Anton had actually done it. He had leapt from Stage 3 to Stage 8 in one of the most notoriously homophobic regions of the world. Were there a feeling to describe the all-too-common mixture of pride and envy, Firas would have unleashed its width and length and depth across the landscape of his humble Detroit neighborhood, and continued to unleash it until it shot all the way up into the stratosphere where doctrines wilt like petals then burn like embers.
He kept staring at the photo, letting its vibrancy—the rainbow flag blending into the backdrop of Saint Basil’s Cathedral, Anton’s pale face framed by shoulder-length ebony hair—nourish him until his own moment came.
But the more he stared at the photo, the more its light began to dim. Because now, inching towards his fateful party, he realized that Anton’s eventual disregard of his messages was not the result of the increasing mundanity of their conversations.
They arrested him.
They must have. There were no reports anywhere in the search results, but what was the likelihood that such reports would be made public? Anton’s courage may have gotten him not only arrested but also tortured and killed.
Arrested. Tortured. Killed.
Firas pictured these words in his head: stooped and sickening gargoyles, as stiff in their composition as in their composure, dusty pearls for circles in their wide, haunting eyes, their bodies now rumbling to life through air ripped from human lungs and light snatched from murky skies.
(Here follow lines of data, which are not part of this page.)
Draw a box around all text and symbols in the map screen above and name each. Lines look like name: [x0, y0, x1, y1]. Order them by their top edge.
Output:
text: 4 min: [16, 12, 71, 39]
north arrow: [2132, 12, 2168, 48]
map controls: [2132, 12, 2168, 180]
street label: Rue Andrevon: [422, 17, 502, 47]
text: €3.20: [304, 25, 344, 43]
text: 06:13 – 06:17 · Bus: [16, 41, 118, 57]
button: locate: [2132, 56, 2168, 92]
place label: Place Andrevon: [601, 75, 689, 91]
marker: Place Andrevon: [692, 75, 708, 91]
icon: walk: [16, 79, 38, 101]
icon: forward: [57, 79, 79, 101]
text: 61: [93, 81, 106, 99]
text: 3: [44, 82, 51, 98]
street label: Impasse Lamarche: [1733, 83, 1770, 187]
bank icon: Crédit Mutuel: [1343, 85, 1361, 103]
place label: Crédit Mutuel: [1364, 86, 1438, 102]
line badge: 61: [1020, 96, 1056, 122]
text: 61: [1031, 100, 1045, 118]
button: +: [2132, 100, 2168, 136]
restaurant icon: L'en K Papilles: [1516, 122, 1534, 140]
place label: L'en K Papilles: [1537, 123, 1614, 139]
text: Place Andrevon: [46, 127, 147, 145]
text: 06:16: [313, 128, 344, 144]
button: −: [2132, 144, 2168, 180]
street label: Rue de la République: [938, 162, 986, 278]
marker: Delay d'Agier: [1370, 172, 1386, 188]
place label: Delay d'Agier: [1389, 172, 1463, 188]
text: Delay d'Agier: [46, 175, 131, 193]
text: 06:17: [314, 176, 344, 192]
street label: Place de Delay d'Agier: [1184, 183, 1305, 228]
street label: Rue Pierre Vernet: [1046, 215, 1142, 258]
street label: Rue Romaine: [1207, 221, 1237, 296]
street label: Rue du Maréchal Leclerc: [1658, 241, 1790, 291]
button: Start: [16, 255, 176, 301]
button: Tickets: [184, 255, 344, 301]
How lanky they were. How towering. These were quiet words, words that dripped, streaking black, slimy ink across the surface of his mind to imprint the chiaroscuro portrait of his bruised and bloodied friend. No, Firas was not in Russia; yes, his map differed from Anton’s, and Tyrese’s, and Cetan’s, and Professor Markum’s. But the starting point, for each of them, was the same.
Firas gazed back at his reflection. Despite the disturbing nature of his thoughts, he took solace in how clear they were, clearer than they had been all day. He wished for his thoughts to always be so clear, for the noise to always fade. He needed to return to the preparations, but if the silence remained, he told himself he would allow his break to go on just a little while longer, for it was far too precious to squander.
Unfortunately, he started to hear something.
A buzz. He remembered hearing a buzz in the flower shop that morning, thinking, momentarily, that he was losing his sanity, that it was all in his head. He gave himself the benefit of the doubt and assumed it was real. A real buzz. But from what precisely? It was too persistent to be a doorbell, too melodic to be a fridge. He waited a minute, listening intently until his ear whittled down the noise like an archeologist scraping the surface of a buried fossil and a discernible sound emerged.
It was music.
His music.
Someone was playing “Flight of the Bumblebee.” He had connected his laptop to the Bluetooth speaker in the living room, and someone had then gone into his playlist and started it. But that didn’t make sense. No one was home; he would’ve heard them. Now he considered the other alternative, that it was indeed just in his head. The evening’s suspense was building in his mind, the terror, the excitement, all of it. Firas was fortifying his nerve, letting the tubas, the trombones, the trumpets, the horns, the bassoons, the contrabassoons, the clarinets, the oboes, the flutes, the English horn, the piccolo, all shoot across each corner of his mind and rebound again and again until every part of him absorbed every instrument and all the notes with which they graced the score.